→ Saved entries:
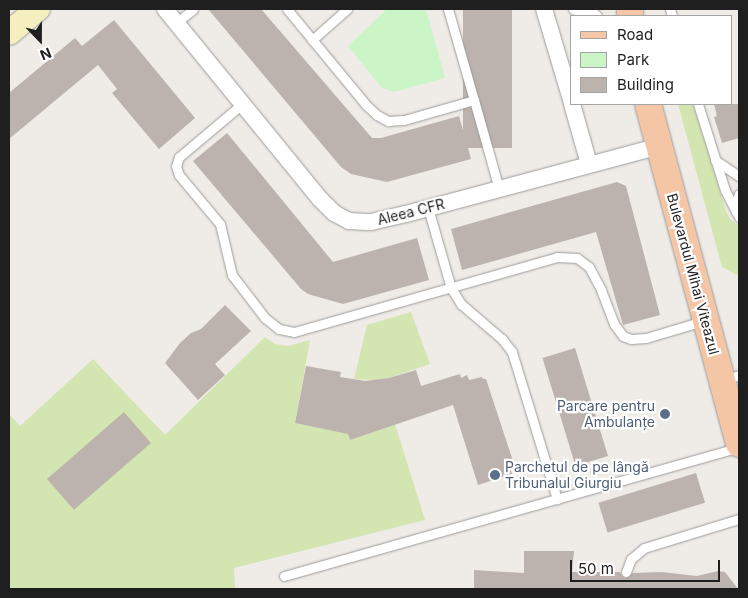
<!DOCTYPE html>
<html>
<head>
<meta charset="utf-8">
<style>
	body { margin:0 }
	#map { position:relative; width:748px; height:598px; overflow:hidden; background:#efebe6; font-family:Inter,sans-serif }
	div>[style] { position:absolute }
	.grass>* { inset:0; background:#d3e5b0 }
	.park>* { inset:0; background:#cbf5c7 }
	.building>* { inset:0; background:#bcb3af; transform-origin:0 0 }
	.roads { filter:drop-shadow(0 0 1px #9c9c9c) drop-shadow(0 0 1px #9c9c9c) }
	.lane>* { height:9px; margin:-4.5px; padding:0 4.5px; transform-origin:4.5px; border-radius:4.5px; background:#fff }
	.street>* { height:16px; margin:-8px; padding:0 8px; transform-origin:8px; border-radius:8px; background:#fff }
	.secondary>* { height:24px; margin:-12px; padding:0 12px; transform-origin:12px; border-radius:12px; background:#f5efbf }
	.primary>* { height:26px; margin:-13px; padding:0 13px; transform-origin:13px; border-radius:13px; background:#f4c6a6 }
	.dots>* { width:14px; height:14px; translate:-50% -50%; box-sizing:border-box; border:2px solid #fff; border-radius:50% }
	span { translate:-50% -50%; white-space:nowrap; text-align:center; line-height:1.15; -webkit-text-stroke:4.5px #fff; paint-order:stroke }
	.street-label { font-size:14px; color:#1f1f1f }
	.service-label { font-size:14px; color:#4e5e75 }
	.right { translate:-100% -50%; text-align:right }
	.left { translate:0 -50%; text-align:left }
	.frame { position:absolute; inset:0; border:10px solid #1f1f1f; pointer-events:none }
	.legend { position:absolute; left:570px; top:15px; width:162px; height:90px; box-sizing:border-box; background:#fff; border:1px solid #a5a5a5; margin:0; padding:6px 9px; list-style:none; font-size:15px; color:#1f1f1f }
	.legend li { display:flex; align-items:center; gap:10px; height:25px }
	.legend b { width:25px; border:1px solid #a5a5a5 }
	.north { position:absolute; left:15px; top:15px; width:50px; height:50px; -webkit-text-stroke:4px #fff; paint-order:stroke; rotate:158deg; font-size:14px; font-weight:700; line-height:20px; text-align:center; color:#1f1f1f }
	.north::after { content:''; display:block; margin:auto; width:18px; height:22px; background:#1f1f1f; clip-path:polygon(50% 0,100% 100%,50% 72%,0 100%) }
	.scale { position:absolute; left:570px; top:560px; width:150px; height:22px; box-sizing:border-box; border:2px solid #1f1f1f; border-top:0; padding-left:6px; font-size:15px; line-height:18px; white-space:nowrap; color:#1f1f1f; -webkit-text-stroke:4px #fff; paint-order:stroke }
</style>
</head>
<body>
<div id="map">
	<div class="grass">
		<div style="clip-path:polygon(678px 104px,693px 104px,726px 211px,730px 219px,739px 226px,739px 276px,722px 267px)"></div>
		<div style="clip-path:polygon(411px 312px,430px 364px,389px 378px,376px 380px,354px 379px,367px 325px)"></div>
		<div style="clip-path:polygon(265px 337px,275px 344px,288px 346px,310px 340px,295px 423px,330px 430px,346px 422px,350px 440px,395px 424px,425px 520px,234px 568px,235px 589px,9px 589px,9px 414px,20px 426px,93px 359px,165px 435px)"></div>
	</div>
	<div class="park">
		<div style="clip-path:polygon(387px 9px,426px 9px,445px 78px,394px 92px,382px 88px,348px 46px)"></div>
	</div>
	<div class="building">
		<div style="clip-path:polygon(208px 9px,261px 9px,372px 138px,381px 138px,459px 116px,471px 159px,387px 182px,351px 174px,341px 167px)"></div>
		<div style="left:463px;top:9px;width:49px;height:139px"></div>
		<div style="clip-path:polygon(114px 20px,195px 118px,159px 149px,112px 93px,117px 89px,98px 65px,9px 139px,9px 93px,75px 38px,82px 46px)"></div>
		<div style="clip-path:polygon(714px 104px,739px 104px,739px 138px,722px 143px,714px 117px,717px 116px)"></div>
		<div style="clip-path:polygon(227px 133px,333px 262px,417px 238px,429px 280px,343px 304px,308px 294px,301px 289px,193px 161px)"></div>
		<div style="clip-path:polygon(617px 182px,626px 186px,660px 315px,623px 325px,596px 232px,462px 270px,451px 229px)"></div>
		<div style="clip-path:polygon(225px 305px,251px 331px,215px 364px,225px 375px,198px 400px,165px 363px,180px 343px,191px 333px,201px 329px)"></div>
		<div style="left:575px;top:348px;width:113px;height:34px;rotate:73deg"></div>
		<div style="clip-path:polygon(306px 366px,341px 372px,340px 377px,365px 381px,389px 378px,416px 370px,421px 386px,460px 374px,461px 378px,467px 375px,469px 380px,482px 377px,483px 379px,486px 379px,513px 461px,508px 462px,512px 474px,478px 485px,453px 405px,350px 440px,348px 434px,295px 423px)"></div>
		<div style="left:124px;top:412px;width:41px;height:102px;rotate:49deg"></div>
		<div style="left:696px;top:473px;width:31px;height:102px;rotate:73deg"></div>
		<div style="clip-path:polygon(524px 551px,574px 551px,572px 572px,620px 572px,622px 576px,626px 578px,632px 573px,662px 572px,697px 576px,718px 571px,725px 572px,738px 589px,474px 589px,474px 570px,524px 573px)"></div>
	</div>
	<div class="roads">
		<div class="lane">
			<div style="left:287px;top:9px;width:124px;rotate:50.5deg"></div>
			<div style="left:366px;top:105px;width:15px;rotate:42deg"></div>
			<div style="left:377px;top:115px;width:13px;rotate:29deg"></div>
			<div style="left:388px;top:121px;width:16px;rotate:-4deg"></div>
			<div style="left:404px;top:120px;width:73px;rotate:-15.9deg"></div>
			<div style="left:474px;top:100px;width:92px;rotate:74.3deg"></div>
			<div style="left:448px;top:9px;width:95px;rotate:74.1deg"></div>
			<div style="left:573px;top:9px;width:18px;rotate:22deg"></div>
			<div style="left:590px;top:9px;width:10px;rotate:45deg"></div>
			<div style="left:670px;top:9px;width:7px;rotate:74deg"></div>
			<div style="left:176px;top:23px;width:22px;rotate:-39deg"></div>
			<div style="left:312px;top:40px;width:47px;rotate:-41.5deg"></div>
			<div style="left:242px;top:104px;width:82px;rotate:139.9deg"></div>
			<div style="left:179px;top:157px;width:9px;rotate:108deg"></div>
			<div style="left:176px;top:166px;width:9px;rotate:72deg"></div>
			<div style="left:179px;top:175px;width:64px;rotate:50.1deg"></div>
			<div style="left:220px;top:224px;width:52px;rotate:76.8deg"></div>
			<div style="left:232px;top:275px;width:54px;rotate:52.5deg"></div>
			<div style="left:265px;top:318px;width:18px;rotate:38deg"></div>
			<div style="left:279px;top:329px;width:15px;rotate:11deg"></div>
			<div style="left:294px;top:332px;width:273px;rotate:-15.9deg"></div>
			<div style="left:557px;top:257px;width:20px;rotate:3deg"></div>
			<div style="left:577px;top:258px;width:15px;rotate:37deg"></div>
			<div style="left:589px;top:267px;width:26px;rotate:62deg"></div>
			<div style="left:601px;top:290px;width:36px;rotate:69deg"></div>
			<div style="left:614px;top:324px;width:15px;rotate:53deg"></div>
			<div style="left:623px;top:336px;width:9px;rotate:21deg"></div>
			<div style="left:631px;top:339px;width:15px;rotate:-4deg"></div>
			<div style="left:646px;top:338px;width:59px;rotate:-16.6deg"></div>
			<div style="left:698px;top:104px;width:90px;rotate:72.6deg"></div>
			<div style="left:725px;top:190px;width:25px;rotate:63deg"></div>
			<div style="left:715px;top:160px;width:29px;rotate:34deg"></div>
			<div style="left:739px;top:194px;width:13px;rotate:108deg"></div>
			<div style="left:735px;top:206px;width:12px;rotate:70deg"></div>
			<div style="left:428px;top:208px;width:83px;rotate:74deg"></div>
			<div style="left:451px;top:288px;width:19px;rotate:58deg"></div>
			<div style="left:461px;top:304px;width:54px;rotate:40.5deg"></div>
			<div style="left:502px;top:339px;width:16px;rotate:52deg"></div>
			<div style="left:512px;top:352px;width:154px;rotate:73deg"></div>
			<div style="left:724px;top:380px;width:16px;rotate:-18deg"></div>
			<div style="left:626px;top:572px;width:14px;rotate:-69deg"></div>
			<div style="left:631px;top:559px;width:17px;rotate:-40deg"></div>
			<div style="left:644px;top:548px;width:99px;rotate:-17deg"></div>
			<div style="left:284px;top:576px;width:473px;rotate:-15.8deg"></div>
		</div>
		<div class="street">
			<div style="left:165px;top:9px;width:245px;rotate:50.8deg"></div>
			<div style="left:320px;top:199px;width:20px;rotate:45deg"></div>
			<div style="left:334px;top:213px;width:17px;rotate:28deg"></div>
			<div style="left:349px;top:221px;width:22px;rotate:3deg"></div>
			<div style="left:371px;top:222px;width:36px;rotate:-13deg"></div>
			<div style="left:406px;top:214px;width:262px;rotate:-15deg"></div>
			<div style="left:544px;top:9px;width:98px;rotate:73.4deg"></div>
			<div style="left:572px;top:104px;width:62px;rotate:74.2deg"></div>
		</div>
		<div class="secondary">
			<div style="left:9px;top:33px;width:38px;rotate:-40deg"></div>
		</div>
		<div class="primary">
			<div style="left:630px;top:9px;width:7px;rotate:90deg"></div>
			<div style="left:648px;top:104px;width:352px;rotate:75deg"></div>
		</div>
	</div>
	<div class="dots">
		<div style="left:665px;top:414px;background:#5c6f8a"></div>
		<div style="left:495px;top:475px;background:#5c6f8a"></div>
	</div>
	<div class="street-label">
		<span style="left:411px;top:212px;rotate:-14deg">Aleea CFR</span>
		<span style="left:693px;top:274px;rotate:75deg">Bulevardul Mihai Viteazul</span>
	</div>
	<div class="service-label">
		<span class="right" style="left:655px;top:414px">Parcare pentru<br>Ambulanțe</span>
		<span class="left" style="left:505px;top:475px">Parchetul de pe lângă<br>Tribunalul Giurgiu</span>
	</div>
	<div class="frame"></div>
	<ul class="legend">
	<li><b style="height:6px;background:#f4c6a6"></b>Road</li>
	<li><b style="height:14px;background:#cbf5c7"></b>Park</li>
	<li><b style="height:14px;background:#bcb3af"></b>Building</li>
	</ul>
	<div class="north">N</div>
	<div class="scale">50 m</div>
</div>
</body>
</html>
...
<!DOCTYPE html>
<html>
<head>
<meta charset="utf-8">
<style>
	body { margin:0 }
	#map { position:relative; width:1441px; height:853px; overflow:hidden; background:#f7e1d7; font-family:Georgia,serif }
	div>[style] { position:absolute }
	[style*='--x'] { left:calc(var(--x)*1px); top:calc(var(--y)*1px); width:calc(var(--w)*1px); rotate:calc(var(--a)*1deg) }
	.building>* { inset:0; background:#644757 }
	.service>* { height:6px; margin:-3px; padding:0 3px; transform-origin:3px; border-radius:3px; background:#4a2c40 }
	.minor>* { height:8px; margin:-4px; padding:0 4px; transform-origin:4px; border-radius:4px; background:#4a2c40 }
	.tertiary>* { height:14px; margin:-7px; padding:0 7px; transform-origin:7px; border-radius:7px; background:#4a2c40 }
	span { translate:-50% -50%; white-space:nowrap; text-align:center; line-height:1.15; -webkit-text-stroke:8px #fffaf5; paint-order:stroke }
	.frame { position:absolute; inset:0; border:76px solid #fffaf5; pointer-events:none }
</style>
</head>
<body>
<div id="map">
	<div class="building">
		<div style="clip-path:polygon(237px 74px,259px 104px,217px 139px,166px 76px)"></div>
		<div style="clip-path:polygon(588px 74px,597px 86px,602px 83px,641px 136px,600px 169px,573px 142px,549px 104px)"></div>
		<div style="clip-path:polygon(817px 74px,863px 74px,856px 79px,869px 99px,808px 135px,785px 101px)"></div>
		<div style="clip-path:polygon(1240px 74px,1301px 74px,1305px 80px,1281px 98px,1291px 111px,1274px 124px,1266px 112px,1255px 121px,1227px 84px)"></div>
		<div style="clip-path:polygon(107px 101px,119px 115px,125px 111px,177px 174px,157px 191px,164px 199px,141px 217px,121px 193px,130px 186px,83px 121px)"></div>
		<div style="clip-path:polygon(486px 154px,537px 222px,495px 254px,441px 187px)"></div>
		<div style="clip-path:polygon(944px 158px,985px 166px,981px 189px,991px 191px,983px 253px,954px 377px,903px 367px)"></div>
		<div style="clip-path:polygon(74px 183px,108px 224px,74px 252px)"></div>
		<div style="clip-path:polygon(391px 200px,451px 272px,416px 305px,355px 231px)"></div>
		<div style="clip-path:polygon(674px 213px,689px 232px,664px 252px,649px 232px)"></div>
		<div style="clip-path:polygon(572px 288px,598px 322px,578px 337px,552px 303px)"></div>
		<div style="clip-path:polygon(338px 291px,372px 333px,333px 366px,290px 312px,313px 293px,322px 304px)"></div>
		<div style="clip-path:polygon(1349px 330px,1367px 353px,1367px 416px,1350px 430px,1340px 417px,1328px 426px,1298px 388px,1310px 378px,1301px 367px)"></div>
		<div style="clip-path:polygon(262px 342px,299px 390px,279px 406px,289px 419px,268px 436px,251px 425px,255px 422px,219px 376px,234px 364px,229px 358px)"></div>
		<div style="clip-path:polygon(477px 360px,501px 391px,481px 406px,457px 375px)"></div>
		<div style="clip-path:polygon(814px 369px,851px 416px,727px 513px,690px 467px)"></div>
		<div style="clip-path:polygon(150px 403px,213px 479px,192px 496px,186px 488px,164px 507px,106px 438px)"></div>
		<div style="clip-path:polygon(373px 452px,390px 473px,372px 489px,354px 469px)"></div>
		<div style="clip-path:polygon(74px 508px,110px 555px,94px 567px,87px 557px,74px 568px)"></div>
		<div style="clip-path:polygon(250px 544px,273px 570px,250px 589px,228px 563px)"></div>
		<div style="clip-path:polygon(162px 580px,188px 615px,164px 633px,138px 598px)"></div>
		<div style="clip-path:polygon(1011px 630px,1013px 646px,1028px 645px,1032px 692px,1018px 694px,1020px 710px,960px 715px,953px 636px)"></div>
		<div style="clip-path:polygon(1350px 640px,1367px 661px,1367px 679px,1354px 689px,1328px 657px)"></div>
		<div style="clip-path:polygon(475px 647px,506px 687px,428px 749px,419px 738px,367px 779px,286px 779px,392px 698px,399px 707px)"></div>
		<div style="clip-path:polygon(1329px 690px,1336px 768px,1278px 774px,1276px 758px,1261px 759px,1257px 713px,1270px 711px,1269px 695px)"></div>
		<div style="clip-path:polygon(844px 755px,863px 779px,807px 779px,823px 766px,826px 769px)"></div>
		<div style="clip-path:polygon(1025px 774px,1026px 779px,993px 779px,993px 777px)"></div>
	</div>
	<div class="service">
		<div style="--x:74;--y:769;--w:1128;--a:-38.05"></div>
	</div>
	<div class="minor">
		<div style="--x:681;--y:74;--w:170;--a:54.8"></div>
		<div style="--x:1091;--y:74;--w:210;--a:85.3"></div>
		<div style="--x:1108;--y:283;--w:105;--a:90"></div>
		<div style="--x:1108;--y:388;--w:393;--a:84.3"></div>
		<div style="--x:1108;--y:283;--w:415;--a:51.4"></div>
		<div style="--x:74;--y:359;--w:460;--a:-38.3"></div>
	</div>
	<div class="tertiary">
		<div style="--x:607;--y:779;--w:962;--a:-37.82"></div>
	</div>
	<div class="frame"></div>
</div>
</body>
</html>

→ What is required:
Go through the data above line by line, count those that contain the string "serif", and reply with the count only.

→ Output below:
2